Tokens and Titles and Art
The recent collapse in NFT sales may have cooled general interest in the digital assets, but the legal questions they raise remain very much alive and relevant to rightsowners and creatives alike. We reported previously about Hermés’ complaint against the creator of MetaBirkin NFTs, and the Court’s decision this week denying the creator’s motion to dismiss that complaint goes to the ever-relevant question of boundary between art and commerce.

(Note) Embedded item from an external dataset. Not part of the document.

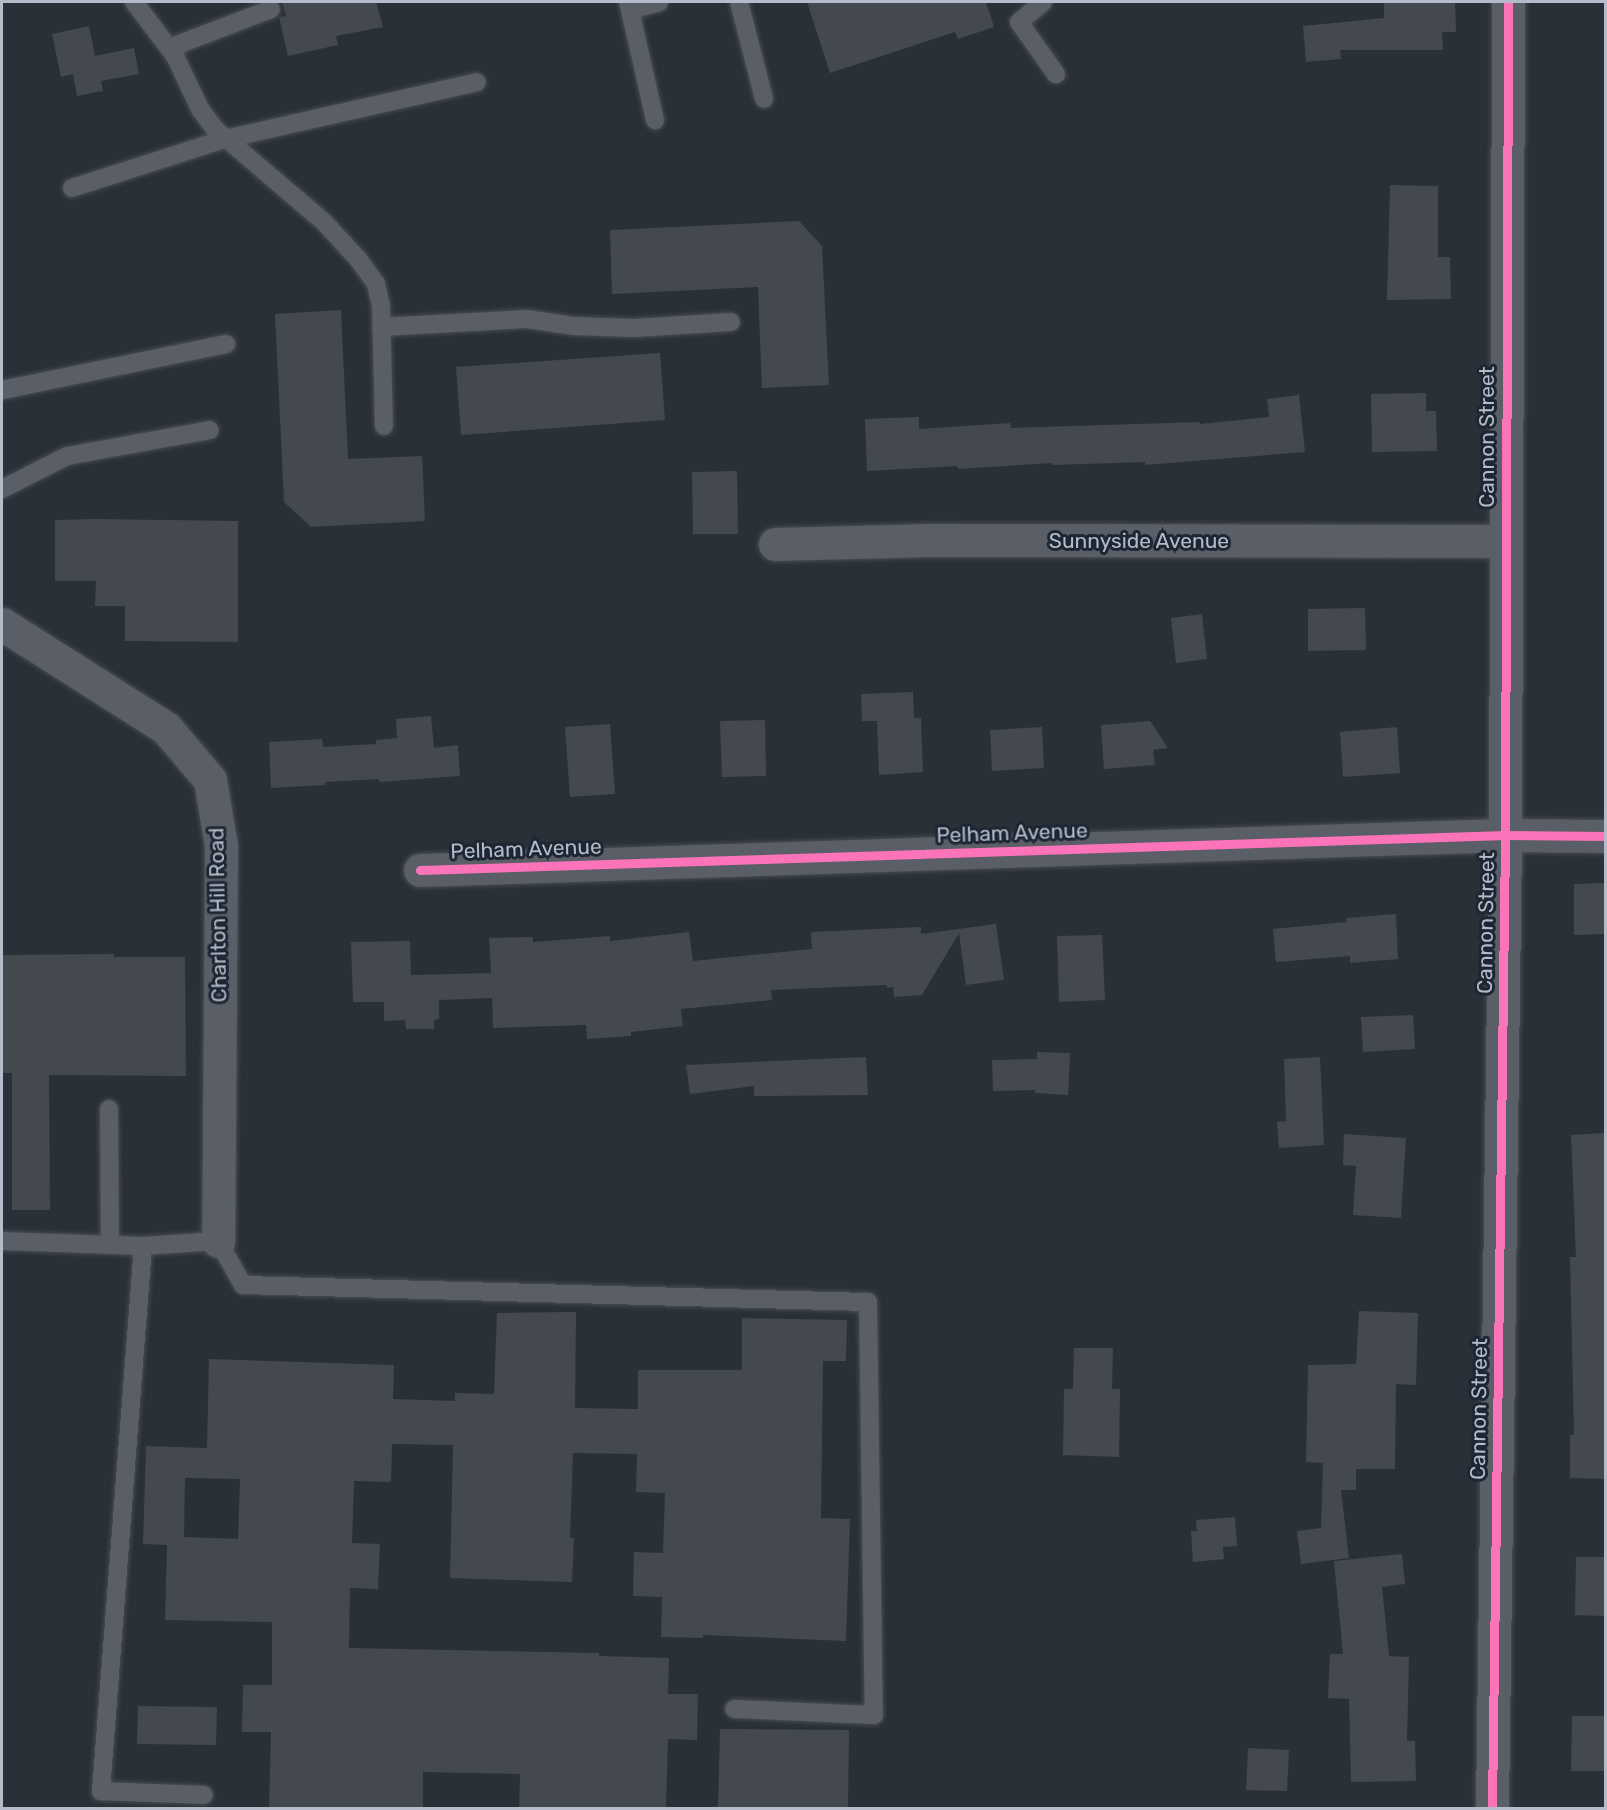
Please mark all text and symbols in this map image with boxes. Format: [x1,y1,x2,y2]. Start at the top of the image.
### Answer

Under the test of Rogers v. Grimaldi, when courts examine a potentially confusing title of an artistic work, they balance the artistic expression and relevance of the title against the risk that the public will be mislead. Generally speaking, if there is any artistic relevance of the trademark or name used in the content of the work, the use will be protected by the First Amendment unless it is explicitly misleading. When it comes to MetaBirkins, the Court acknowledged that the Rogers test applies, but, because it could not determine whether there was any artistic (as opposed to commercial) relevance of BIRKIN to the MetaBirkin NFTs and could not determine how likely consumers were to be misled or confused by the use of BIRKIN, it found it could not dismiss the complaint at this time.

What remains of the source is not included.